THE TASK: What is the number of lines in the data that contain "shadow"? Respond with nothing else.

"""

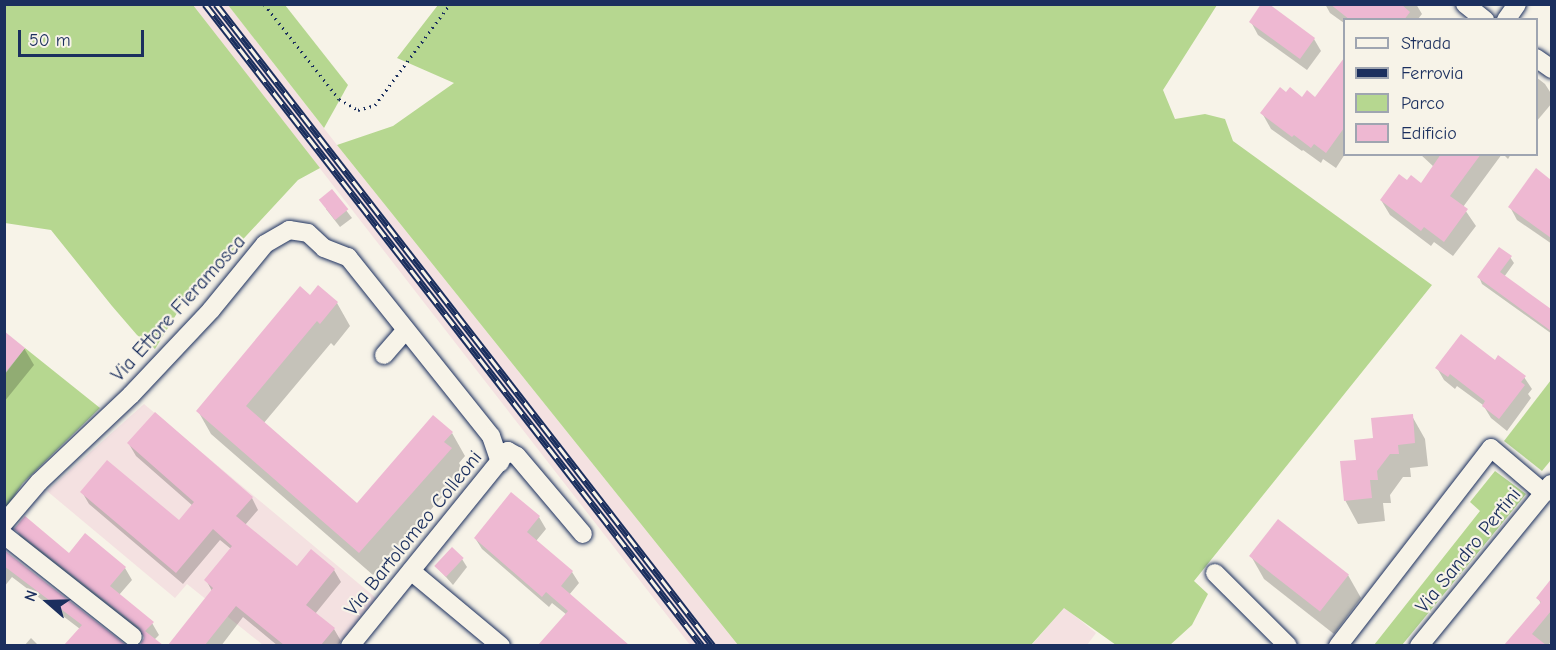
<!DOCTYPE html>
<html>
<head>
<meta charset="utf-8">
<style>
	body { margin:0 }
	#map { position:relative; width:1556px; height:650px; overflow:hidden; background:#f7f3e8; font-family:"Comic Neue",sans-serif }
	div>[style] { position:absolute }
	.built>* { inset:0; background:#f4e1e1 }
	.green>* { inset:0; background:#b6d790 }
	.shadow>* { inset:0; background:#0003 }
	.building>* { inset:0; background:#eeb8d2; transform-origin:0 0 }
	.path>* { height:3px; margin-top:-1.5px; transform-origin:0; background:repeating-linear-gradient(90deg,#1b2f5e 0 1.5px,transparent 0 6px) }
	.roads { filter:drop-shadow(0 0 2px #1b2f5e) drop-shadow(0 0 2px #1b2f5e) }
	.minor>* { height:18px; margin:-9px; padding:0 9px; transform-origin:9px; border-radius:9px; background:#f7f3e8 }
	.rail>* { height:7px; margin-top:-3.5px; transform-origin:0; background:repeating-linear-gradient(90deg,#f7f3e8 0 14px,#1b2f5e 0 28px); box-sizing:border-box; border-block:2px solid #1b2f5e }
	span { translate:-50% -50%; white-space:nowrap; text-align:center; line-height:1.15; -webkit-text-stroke:4.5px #f7f3e8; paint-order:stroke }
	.street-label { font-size:20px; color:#1b2f5e }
	.frame { position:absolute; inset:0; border:6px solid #1b2f5e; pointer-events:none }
	.legend { position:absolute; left:1343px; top:18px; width:195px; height:138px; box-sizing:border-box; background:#f7f3e8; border:2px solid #9fa5b1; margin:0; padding:8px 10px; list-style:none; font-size:18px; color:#1b2f5e }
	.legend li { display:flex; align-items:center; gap:12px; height:30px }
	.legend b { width:30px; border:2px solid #9fa5b1 }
	.north { position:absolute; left:18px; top:572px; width:60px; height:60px; -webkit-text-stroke:4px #f7f3e8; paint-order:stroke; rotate:290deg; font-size:16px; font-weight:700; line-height:24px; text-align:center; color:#1b2f5e }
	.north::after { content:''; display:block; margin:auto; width:21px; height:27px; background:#1b2f5e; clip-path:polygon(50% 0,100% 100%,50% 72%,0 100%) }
	.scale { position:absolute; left:18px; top:30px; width:126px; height:27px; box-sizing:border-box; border:3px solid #1b2f5e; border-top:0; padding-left:8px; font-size:18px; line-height:21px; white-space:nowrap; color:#1b2f5e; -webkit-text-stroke:4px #f7f3e8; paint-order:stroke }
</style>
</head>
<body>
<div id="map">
	<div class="built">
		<div style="clip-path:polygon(193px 5px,228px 5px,337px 145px,738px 645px,690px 645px)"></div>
		<div style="clip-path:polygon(144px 404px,376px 598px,338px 645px,263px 645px,187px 584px,175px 598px,47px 491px)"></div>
		<div style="clip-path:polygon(1064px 607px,1096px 633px,1087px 645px,1031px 646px)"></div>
	</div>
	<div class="green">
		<div style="clip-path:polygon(4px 5px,193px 5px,320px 168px,298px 180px,182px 305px,155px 349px,137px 335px,112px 306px,51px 230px,5px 223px)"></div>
		<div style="clip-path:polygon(228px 5px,285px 5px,348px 85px,324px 128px)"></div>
		<div style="clip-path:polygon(438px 5px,1217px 5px,1163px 90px,1175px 119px,1205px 114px,1225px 119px,1233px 141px,1432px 285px,1194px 581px,1208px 594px,1192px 625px,1170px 645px,1116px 645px,1064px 608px,1031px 645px,738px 645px,337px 145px,393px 126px,454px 83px,397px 58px)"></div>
		<div style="clip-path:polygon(25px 348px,100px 408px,23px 483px,5px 509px,5px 374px)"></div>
		<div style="clip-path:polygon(1551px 380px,1551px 460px,1542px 471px,1504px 441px)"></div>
		<div style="clip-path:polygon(1495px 471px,1526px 494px,1402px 645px,1374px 645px,1480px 511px,1470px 502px)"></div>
	</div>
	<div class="shadow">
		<div style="clip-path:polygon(1325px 4px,1416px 4px,1422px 14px,1418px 19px,1344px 20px,1344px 23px,1330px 13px)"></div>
		<div style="clip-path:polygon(1251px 22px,1314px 39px,1321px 51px,1307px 70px,1258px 35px)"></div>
		<div style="clip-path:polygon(1344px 61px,1345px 154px,1336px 168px,1323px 159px,1321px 163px,1303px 150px,1302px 151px,1271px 129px,1262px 113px,1287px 94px,1303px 99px,1316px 99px)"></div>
		<div style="clip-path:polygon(1536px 77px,1545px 84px,1552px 95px,1552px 103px,1536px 122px)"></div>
		<div style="clip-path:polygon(1420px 154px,1502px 154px,1463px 207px,1476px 226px,1453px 256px,1434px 242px,1431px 246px,1390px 215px,1381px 200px,1407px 182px,1422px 185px,1434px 167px)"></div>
		<div style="clip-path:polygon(1503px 154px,1511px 154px,1508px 159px)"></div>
		<div style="clip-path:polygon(1536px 171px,1552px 182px,1552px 244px,1517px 220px,1510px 207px)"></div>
		<div style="clip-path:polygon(332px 192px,352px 218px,340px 227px,326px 209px)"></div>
		<div style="clip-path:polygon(1510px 257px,1514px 263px,1504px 277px,1552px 311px,1552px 334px,1482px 284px,1479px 277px)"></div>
		<div style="clip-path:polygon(310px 297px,337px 303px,350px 326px,334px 346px,331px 343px,263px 424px,357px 506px,452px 433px,465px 456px,459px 463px,464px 472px,373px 575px,211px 434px,198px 411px)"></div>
		<div style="clip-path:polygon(4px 333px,24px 348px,34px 365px,4px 402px)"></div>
		<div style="clip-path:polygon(1496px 362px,1524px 377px,1532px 389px,1528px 394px,1531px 398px,1507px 431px,1491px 418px,1483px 405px,1457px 386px,1455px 389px,1444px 380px,1437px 368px)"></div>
		<div style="clip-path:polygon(1412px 416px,1425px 439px,1428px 466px,1410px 468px,1411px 477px,1403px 477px,1390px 495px,1391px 503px,1383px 503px,1385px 521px,1358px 524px,1345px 500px,1358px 461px,1374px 439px)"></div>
		<div style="clip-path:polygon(129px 444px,252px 498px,258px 510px,245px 525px,297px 568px,311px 551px,334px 570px,341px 582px,315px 614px,334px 629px,341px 641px,338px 646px,278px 646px,243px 617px,221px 646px,169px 646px,212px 591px,206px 580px,231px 549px,220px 540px,183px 584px,89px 504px,82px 492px,179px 523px,193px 506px,136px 456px)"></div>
		<div style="clip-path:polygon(511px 494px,539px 517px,546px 529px,536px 541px,572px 572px,579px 583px,569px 595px,627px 646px,540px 646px,567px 615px,552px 603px,549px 607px,482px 549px,475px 538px)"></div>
		<div style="clip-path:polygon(16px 529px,70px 555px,125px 568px,132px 580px,119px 595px,152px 623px,159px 635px,154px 640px,161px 646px,140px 646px,145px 637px,23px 541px)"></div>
		<div style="clip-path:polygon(4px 551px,123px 646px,66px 646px,80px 629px,12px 577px,4px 587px)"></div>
		<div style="clip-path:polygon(1251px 556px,1348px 575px,1361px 598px,1334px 634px,1264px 579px)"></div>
		<div style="clip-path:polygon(462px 559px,467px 567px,453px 585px,438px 568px)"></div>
		<div style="clip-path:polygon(1552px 582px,1552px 641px,1547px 646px,1506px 646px,1541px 604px,1538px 598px)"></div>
		<div style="clip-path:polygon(31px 638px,39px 646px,24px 646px)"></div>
	</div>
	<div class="building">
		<div style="clip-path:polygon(1261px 4px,1269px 4px,1315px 38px,1300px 59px,1249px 22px)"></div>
		<div style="clip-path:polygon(1330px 4px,1401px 4px,1410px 12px,1404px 20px,1350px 20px)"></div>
		<div style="clip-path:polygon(1344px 58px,1344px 128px,1326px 153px,1314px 144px,1311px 148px,1294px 135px,1292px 137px,1260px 113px,1280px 87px,1286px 92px,1290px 87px,1302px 97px,1307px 90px,1315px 97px)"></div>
		<div style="clip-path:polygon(1441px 154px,1481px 154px,1450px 196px,1468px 209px,1444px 242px,1424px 227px,1421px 231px,1380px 200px,1399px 174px,1407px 180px,1411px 175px,1421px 183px)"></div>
		<div style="clip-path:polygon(1536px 168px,1551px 180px,1551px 238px,1508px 207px)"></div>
		<div style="left:332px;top:189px;width:26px;height:17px;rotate:51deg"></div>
		<div style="clip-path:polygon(1499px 247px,1512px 256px,1500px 272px,1551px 309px,1551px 331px,1477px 277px)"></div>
		<div style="clip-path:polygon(318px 285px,338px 302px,320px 324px,317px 321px,246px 406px,357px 503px,433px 415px,453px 432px,444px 442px,452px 448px,359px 553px,196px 411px,300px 286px,310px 295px)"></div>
		<div style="clip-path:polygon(4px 331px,25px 348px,4px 374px)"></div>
		<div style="clip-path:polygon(1461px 334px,1495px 360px,1498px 355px,1526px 376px,1521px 382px,1525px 385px,1499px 419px,1482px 406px,1485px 401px,1450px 374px,1448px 377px,1435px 368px)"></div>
		<div style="clip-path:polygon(155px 412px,253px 497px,236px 516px,297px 566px,311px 549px,335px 569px,306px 605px,335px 628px,321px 645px,284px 645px,236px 606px,205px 645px,168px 645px,213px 588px,204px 580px,232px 546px,213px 529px,176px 573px,80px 492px,107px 460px,179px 520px,194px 502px,127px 443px)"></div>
		<div style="clip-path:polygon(1413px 414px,1415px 443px,1398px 445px,1399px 454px,1390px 454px,1377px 471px,1378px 480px,1370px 480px,1372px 498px,1344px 501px,1340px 461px,1356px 460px,1354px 440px,1373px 438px,1371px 418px)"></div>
		<div style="clip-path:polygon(511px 492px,540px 516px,527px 532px,573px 571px,561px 586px,629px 645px,538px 645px,568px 611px,546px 592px,542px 597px,474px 538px)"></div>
		<div style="clip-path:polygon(25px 516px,69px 553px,85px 533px,126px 567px,110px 586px,154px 622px,145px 631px,163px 645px,140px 645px,144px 638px,140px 628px,14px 529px)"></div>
		<div style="left:1278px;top:519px;width:90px;height:47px;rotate:38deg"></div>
		<div style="left:452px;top:547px;width:16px;height:26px;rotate:43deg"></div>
		<div style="clip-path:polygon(4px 550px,126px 645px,64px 645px,82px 625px,4px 566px)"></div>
		<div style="clip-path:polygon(1551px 579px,1551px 611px,1532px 634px,1546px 645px,1504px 645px,1541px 602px,1536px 598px)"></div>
	</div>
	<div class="path">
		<div style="left:264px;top:4px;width:121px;rotate:51.7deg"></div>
		<div style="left:339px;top:99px;width:22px;rotate:30deg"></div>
		<div style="left:358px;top:110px;width:18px;rotate:-16deg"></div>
		<div style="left:375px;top:105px;width:126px;rotate:-53.4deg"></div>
	</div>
	<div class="roads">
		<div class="minor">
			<div style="left:1465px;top:4px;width:26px;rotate:39deg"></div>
			<div style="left:1506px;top:20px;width:19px;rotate:-55deg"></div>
			<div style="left:1536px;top:58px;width:19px;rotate:35deg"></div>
			<div style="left:384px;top:355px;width:33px;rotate:-49deg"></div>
			<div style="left:4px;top:523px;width:54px;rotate:-49.5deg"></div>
			<div style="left:39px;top:482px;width:127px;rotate:-43.4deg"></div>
			<div style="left:131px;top:395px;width:117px;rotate:-46.7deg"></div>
			<div style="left:211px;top:310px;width:85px;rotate:-50.7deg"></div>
			<div style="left:265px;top:244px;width:28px;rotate:-30deg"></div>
			<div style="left:289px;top:230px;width:19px;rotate:9deg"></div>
			<div style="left:308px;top:233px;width:22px;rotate:43deg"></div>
			<div style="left:324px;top:248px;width:26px;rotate:21deg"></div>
			<div style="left:348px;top:257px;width:229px;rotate:51.4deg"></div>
			<div style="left:491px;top:436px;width:28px;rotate:71deg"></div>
			<div style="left:4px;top:535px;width:164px;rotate:38.3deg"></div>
			<div style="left:411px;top:571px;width:117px;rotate:39.8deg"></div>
			<div style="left:1215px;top:573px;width:103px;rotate:45deg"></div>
			<div style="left:350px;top:646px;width:251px;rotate:-51deg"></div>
			<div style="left:508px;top:451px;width:10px;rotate:29deg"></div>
			<div style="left:517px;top:456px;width:102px;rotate:49.8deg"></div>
			<div style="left:1338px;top:646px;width:250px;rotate:-52.3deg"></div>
			<div style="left:1491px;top:448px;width:70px;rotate:40.3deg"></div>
			<div style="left:1419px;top:646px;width:209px;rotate:-50.8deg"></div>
		</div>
	</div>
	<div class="rail">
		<div style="left:205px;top:4px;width:812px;rotate:52.25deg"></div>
		<div style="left:216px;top:4px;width:812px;rotate:52.25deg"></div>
	</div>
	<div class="street-label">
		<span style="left:178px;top:308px;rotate:-48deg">Via Ettore Fieramosca</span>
		<span style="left:413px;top:533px;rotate:-51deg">Via Bartolomeo Colleoni</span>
		<span style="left:1468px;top:550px;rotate:-51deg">Via Sandro Pertini</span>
	</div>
	<div class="frame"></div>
	<ul class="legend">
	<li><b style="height:8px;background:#f7f3e8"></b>Strada</li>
	<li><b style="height:8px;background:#1b2f5e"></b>Ferrovia</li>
	<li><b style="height:16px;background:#b6d790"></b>Parco</li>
	<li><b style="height:16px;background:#eeb8d2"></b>Edificio</li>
	</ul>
	<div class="north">N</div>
	<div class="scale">50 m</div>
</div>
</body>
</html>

"""

SOLUTION TO THIS EXERCISE: 3